[youtube] Improve cache and add an option to print the extracted signatures
authorPhilipp Hagemeister <phihag@phihag.de>
Sun, 22 Sep 2013 08:30:02 +0000 (10:30 +0200)
committerPhilipp Hagemeister <phihag@phihag.de>
Sun, 22 Sep 2013 08:30:02 +0000 (10:30 +0200)
youtube_dl/FileDownloader.py
youtube_dl/__init__.py
youtube_dl/extractor/youtube.py

index 1eb71a80e64d644f3d99a023ef259b89954ac93d..6047141345b74851d193bbcb898d340527b96438 100644 (file)
@@ -40,7 +40,7 @@ class FileDownloader(object):
     min_filesize:      Skip files smaller than this size
     max_filesize:      Skip files larger than this size
     cachedir:          Location of the cache files in the filesystem.
-                       False to disable filesystem cache.
+                       "NONE" to disable filesystem cache.
     """
 
     params = None
index 1ed30aae39ade326a2a0dd440d187fa482f35c1d..072f69f2e44918a37a552a7131a7c8916de17aa5 100644 (file)
@@ -167,6 +167,7 @@ def parseOpts(overrideArguments=None):
             help='Output descriptions of all supported extractors', default=False)
     general.add_option('--proxy', dest='proxy', default=None, help='Use the specified HTTP/HTTPS proxy', metavar='URL')
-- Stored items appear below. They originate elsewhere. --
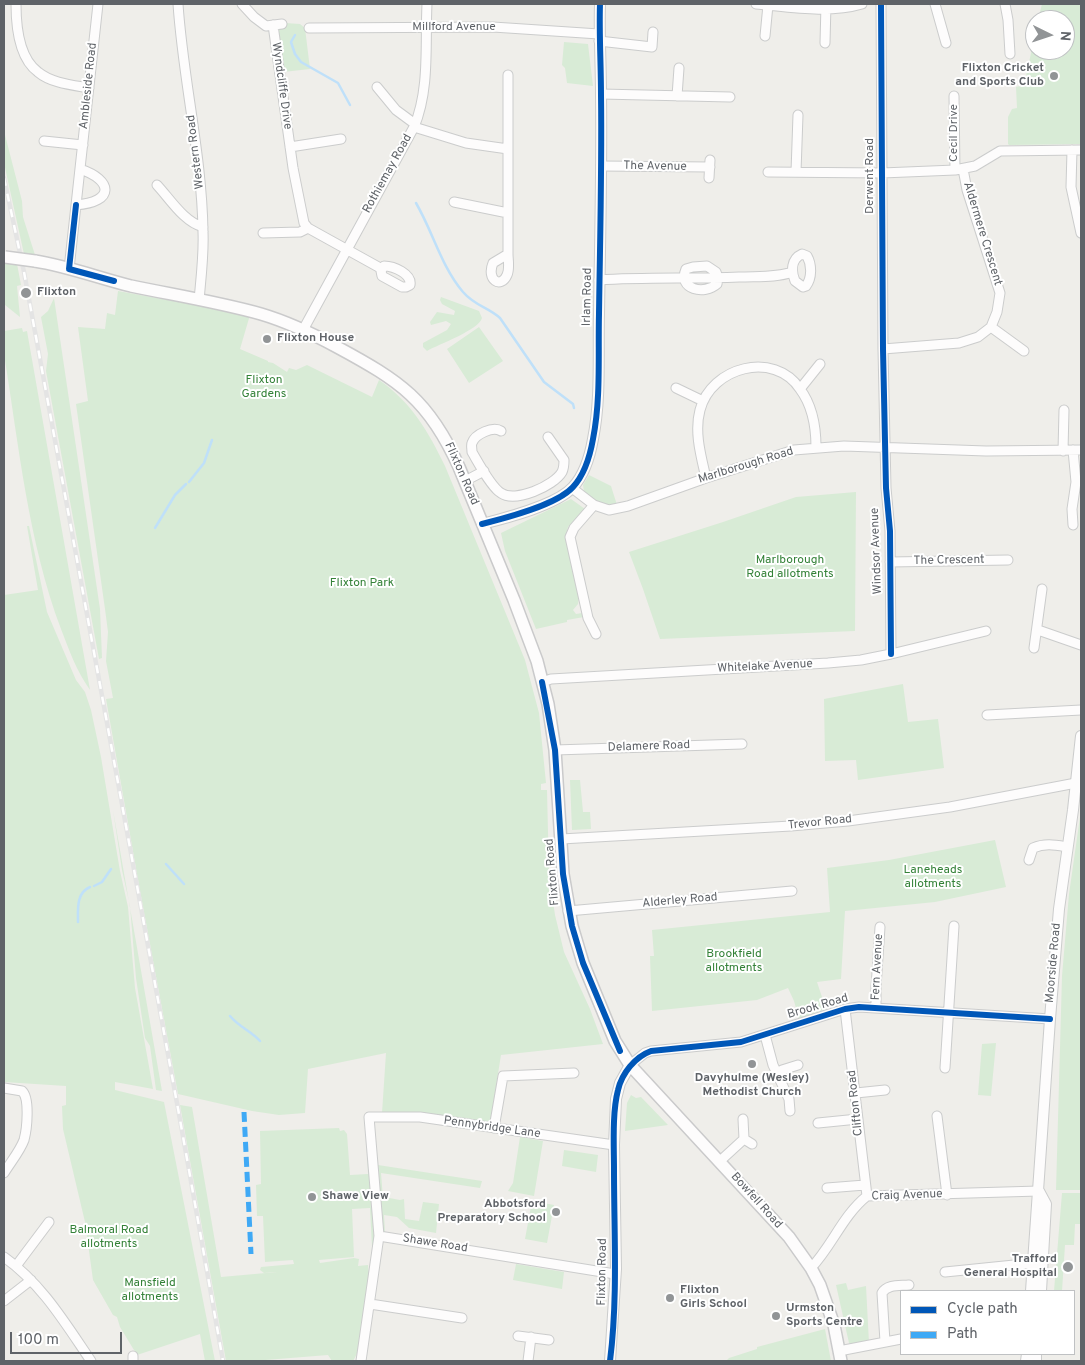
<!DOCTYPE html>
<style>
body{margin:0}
#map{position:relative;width:1085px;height:1365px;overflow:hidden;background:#efeeea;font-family:Overpass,sans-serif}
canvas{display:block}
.frame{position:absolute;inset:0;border:5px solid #5f6368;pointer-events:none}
.legend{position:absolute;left:900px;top:1290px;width:175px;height:65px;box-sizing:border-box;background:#fff;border:1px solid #bfc1c3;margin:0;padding:6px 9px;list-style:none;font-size:15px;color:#5f6368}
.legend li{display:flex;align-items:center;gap:10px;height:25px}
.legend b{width:25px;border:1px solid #bfc1c3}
.north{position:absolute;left:1025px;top:10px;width:50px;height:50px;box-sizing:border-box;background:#fff;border:1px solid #bfc1c3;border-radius:50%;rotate:94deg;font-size:14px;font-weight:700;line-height:20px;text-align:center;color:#5f6368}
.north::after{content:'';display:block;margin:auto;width:18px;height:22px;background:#919496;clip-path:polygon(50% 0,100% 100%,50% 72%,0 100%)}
.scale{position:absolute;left:10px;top:1332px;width:112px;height:22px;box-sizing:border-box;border:2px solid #5f6368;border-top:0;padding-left:6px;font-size:15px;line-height:18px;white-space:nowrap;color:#5f6368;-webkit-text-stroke:4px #fff;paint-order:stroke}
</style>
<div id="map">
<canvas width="1085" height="1365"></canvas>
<div class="frame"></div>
<ul class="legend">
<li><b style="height:6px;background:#0057b8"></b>Cycle path</li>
<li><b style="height:6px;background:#3fa9f5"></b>Path</li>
</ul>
<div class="north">N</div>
<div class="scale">100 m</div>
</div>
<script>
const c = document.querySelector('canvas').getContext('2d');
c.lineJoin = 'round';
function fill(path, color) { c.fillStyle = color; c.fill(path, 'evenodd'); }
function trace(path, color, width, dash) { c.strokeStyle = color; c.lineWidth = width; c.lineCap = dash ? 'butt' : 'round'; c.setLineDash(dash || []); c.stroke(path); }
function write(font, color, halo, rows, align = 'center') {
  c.font = font + ' Overpass,sans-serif'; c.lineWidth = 4; c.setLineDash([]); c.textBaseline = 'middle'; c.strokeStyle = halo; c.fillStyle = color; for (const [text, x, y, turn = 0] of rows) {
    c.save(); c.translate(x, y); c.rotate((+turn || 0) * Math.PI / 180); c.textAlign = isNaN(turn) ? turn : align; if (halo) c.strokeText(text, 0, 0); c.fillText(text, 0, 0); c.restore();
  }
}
fill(new Path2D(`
 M1042,4h39v140l-72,1 -1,-1v-27l4,-8 5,-1 -1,-21 8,-2 11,-50v15h30v-30h-27z
 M285,23l15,1 5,4 5,41 -27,3 -6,-45z
 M564,42l24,2 5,42 -26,-3 -2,-15 -3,-3z
 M4,131l18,70 1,16 12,38 -11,-1 -20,-91z
 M4,263l13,1 4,21 -4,1 3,31 -15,-12z
 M118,291l132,24 -10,34 28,12v1l5,1 14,9 2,-4 7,2 11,-5 65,32 7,-17c33,23 49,51 66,86l80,194 14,53 7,70 -5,1v6h6l2,84 6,41 9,37 26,57 13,35 -102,11 -11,69 -108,-11 4,-60 -78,16 -3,44 -26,2 -27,-4 -74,-17 -38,-203 -34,-192 7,-1 -7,-37 2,-29 -3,-23 -29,-205 12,-3 -10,-74 27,2 2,-16 8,2z
 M441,297l38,14 3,7c-3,12 -43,26 -55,33l-4,-4v-4l24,-13 4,-6 -5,-3 -15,4 -1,-3 7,-10 17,3 1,-4 -13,-7 -2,-4z
 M54,298l46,311 2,49 -3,1 -53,-288 2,-17 -7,-37 7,-6z
 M479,327l24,34 -34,22 -22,-34z
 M22,328l1,4 4,-1 63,359c-14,-20 -20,-38 -29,-61 -33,-88 -42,-183 -57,-275v-23z
 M589,475l22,11 6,19c-16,3 -22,-3 -33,-13l-1,-7z
 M856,492l-1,139 -195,8 -17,-50 -14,-37 94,-30 73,-25z
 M571,499l14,10 -17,18 -2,7 13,63 -1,7 -5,6 3,4 6,-1 2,4 -17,3v2l-31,7 -31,-78 -4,-18z
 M27,526h2l18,86 29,68 9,12 6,18 10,47 19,114 8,36 7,81 18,101 -38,-7v8l49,12 51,259h-10l-5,-27 -63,21 -17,-28 -3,-10 -4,-2 -20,-35 -8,-58 -22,-93 -1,-23 4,-1v-19l-62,-4v-487l34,-5z
 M903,684l5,38 30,-3 6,49 -86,12 -2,-20 -31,1 -1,-62z
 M570,780h10l3,32h7l1,17 -19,1z
 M113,810l49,281 -6,-1 -6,-44 -5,-8 -9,-60 -6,-72 -8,-36z
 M1081,810v380h-25l6,-214 7,-82z
 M995,840l11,47 -71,15 -90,9 -4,68 -24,3 9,27 -27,10 -5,-18 -6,-13 -31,12 -105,11 -2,-55h4l-2,-26 178,-18 -3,-44 62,-8z
 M996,1043l-5,53 -13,-1 4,-51z
 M631,1095l5,3 5,-1 27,28 -43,6 2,-28z
 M180,1105l12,2 29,170 56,-5 -13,1 -4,-3 1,-3 33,-3 -1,-4 -28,2 -2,-46h-6l-1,-31 5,-1 -1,-53 79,-3 1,3 4,-1 3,4 3,41 18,-1 -2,-49 11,111 -3,11h-2l-2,-39 -18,1 2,48 -35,3 1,3 34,-5 5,1 -1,7 10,-1c0,5 2,11 2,16 0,20 -6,64 -17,80h-21l-4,-6 -75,6h-27z
 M520,1137l23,4 -9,55 -26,-5 5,-8z
 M564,1150l34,5 -2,17 -34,-6z
 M378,1165l104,16 -2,7 -99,-15 2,26 1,-2 16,3 4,-1 1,20 14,2 4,-19 16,2 -3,29 -27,-5 -12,-11 -13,-2 1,17 -3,2z
 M1062,1193h19v31h-6l-1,21h-9l-3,46h-8z
 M532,1201l22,4 -7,38 -22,-4z
 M516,1264l48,8 -2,17 -49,-9z
 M846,1283l2,7 18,-4 3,57 -18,2 -2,-2 -13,-58z
 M825,1329l6,32h-105l3,-3 28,-9v-2z`), '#d8ebd6');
trace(new Path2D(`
 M295,35l-4,7 4,12 6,8 37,21 12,22
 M416,203c17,29 25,63 47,89 12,14 25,15 37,26l44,64 29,22 1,4
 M189,482l15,-19 8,-23
 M155,528l20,-33 11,-11
 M166,864l18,20
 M94,886l8,-4 9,-13
 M78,922c0,-13 -2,-29 12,-35
 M230,1016c9,11 21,15 30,25`), '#bfe0f9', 2.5);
const minor = new Path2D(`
 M16,4c0,22 3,54 22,68 13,11 34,13 51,16
 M178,4c5,76 24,151 25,228 1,22 -2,46 -4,68
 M242,4l12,13 12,9 16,-2
 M756,4c34,3 72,10 106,0
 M881,4l2,345 3,139 4,43 1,123
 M935,4l11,39
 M1005,4l3,16 2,34
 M273,25l20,143 11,55 4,5 74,41
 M309,28l184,-1 106,7
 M765,36l3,-31
 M599,41l53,6 1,-15
 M825,43l1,-39
 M508,75v179
 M377,87l19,23 19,14
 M601,94l129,3
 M677,96l2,-28
 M954,96l1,74
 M414,127l52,16 42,6
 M44,141l39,4
 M290,147l51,-8
 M1072,150l-1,37 10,46
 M601,166l109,1
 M768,172l114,1 73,-3 20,-4 25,-15 81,-1
 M796,172l2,-57
 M709,178l1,-18
 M157,185c13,14 27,37 46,42
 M454,202l54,11
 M76,205c39,-3 37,-25 4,-36
 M263,233l37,-1 8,-4
 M508,254c0,6 2,15 -1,21 -6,14 -21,5 -14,-12z
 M802,254l5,2c5,9 5,22 -1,30l-3,1 -8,-6c-4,-10 -4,-22 7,-27z
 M384,266c10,0 28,8 26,19l-4,2h-4l-20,-11 -1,-5z
 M707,266l9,6 2,6 -1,6c-12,11 -40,6 -31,-15l7,-2z
 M69,269l29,-265
 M599,280c47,-3 93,-1 140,-3 17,-1 37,1 53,-5
 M991,327l33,24
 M303,330l111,-203c16,-38 11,-83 13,-123
 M883,349l76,-6 19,-6 13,-10 6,-15 3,-19 -33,-103 -4,-21
 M676,388l27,13
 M800,389l20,-25
 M501,431c-8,-5 -26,3 -29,12 -1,2 0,6 0,9 6,10 19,35 29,41 14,10 53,-7 61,-21 2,-4 2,-8 2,-12l-16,-23
 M1063,451l1,-41
 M706,478c-5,-22 -12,-46 -6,-68 11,-43 74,-60 100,-21 12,16 16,39 16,58
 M465,481l19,-10
 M572,488l22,17 15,5 19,-4 78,-28 88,-28 50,-4 142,5 95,-1
 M594,505l-20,23 -4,9 18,81 8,16
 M1073,525l-1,-16 4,-27 -3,-32
 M890,562l118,-2
 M1038,630l43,15
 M1034,648l8,-59
 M542,682l9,-3 277,-16 33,-3 30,-6 95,-23
 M987,715l94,-5
 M555,750l187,-6
 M561,839l230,-13 57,-5 102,-14 126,-24
 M1029,860l4,-12c12,-5 22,-3 34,-1
 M568,911l224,-20
 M876,1007v-20l4,-60
 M845,1009l22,187
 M765,1035l8,30 16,34 1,12
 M630,1065l15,-12 6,-2 90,-9 104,-33 14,-2 191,12
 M945,1068l9,-142
 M777,1073l5,-3 16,-5
 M4,1088l18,3c8,7 5,38 2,49 -4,11 -14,23 -20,33
 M856,1093l29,-3
 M937,1116l10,79
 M743,1119l1,20 8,5
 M818,1123l40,-4
 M494,1128l9,-52 71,-3
 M720,1161l24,-22
 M827,1188l38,-3
 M379,1236l-10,-119h51l194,28
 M4,1257c38,27 61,66 87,104
 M16,1266l33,-44
 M811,1268c21,-22 32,-53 56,-72l172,-5
 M945,1272l89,-9
 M4,1301l27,-21
 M370,1304l92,14
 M518,1336l31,4
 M885,1342l-3,-49c5,-9 18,-7 27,-8
 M839,1351l62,-12
 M133,1356v5
 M361,1361l18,-125 236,38
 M528,1361l3,-24`);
const tertiary = new Path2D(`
 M482,524c24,-6 75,-19 91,-37 12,-13 17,-31 20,-48 8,-40 5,-84 6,-125 1,-73 3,-146 2,-219 0,-31 -2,-61 -1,-91
 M1039,1191l7,13 -5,87
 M1031,1291l19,-272 9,-110 14,-99 8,-74
 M610,1361l6,-92 -2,-124 2,-46 4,-16 10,-18
 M1026,1361l1,-7
 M1036,1361v-7`);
const secondary = new Path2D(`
 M35,261c32,5 64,17 96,25 43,9 87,16 130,28 27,8 52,20 76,33 63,34 92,53 122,120l55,133 23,61 11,43 7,46 8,124 9,52 11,37 32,78 15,24 159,172 22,31 9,17 14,40 7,36`);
trace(minor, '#cbcccc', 11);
trace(tertiary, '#cbcccc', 12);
trace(secondary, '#cacacb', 14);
trace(minor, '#fdfcfc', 9);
trace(tertiary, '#fdfcfc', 10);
trace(secondary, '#fdfcfc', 11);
const rail = new Path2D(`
 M4,178l20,94 155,842 44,247`);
trace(rail, '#e4e4e4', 4.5);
trace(rail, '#fff', 2.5, [8]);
const secondaryBridge = new Path2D(`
 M5,257l30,4`);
trace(secondaryBridge, '#cacacb', 14, []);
trace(secondaryBridge, '#fdfcfc', 11);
trace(new Path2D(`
 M244,1112l7,142`), '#3fa9f5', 5, [10, 5]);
trace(new Path2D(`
 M881,4l2,345 3,139 4,43 1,123
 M76,205l-7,64 45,12
 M482,524c24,-6 75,-19 91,-37 12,-13 17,-31 20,-48 8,-40 5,-84 6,-125 1,-73 3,-146 2,-219 0,-31 -2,-61 -1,-91
 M542,682l13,68 8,124 9,52 11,37 37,88
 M610,1361c8,-63 4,-127 4,-191 0,-24 -2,-57 4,-80 4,-17 17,-33 33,-39l90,-9 104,-33 14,-2 191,12`), '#0057b8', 6);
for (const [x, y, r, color] of [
 [1054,76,5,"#919496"],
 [26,293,6,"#919496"],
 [267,339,5,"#919496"],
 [752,1064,5,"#919496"],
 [312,1197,5,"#919496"],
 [556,1212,5,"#919496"],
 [1068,1267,6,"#919496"],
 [670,1298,5,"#919496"],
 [776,1316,5,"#919496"]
]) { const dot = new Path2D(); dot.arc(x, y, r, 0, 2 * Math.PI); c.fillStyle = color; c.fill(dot); trace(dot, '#fff', 2); }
write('12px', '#5f6368', '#fff', [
 ["Millford Avenue",454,28],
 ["Ambleside Road",89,86,-84],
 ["Wyndcliffe Drive",281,86,82],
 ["Cecil Drive",955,133,-90],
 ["Western Road",196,152,-97],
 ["The Avenue",655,167,1],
 ["Rothiemay Road",388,174,-61],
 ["Derwent Road",871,176,-90],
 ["Aldermere Crescent",982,234,73],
 ["Irlam Road",588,297,-89],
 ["Marlborough Road",746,466,-17],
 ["Flixton Road",461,474,66],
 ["Windsor Avenue",877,551,-92],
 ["The Crescent",949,561,-1],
 ["Whitelake Avenue",765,667,-3],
 ["Delamere Road",649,747,-2],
 ["Trevor Road",820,823,-6],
 ["Flixton Road",553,872,-95],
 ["Alderley Road",680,901,-5],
 ["Moorside Road",1054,963,-85],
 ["Fern Avenue",878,967,-87],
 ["Brook Road",818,1007,-16],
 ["Clifton Road",856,1103,-96],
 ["Pennybridge Lane",492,1128,8],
 ["Craig Avenue",907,1196,-2],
 ["Bowfell Road",756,1201,48],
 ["Shawe Road",435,1244,9],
 ["Flixton Road",603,1272,-89]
]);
write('bold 12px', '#5f6368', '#fff', [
 ["Flixton Cricket",1044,69,"right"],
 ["and Sports Club",1044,83,"right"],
 ["Flixton",37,293],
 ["Flixton House",277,339],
 ["Davyhulme (Wesley)",752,1079,"center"],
 ["Methodist Church",752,1093,"center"],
 ["Shawe View",322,1197],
 ["Abbotsford",546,1205,"right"],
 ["Preparatory School",546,1219,"right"],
 ["Trafford",1057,1260,"right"],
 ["General Hospital",1057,1274,"right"],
 ["Flixton",680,1291],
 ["Girls School",680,1305],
 ["Urmston",786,1309],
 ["Sports Centre",786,1323]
], 'left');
write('12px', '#348238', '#fff', [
 ["Flixton",264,381],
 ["Gardens",264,395],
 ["Marlborough",790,561],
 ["Road allotments",790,575],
 ["Flixton Park",362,584],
 ["Laneheads",933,871],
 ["allotments",933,885],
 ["Brookfield",734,955],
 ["allotments",734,969],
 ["Balmoral Road",109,1231],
 ["allotments",109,1245],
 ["Mansfield",150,1284],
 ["allotments",150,1298]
]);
</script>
     general.add_option('--no-check-certificate', action='store_true', dest='no_check_certificate', default=False, help='Suppress HTTPS certificate validation.')
+    general.add_option('--cache-dir', dest='cachedir', default=u'~/.youtube-dl/cache', help='Location in the filesystem where youtube-dl can store downloaded information permanently. NONE to disable filesystem caching, %default by default')
 
 
     selection.add_option('--playlist-start',
@@ -272,6 +273,10 @@ def parseOpts(overrideArguments=None):
     verbosity.add_option('--dump-intermediate-pages',
             action='store_true', dest='dump_intermediate_pages', default=False,
             help='print downloaded pages to debug problems(very verbose)')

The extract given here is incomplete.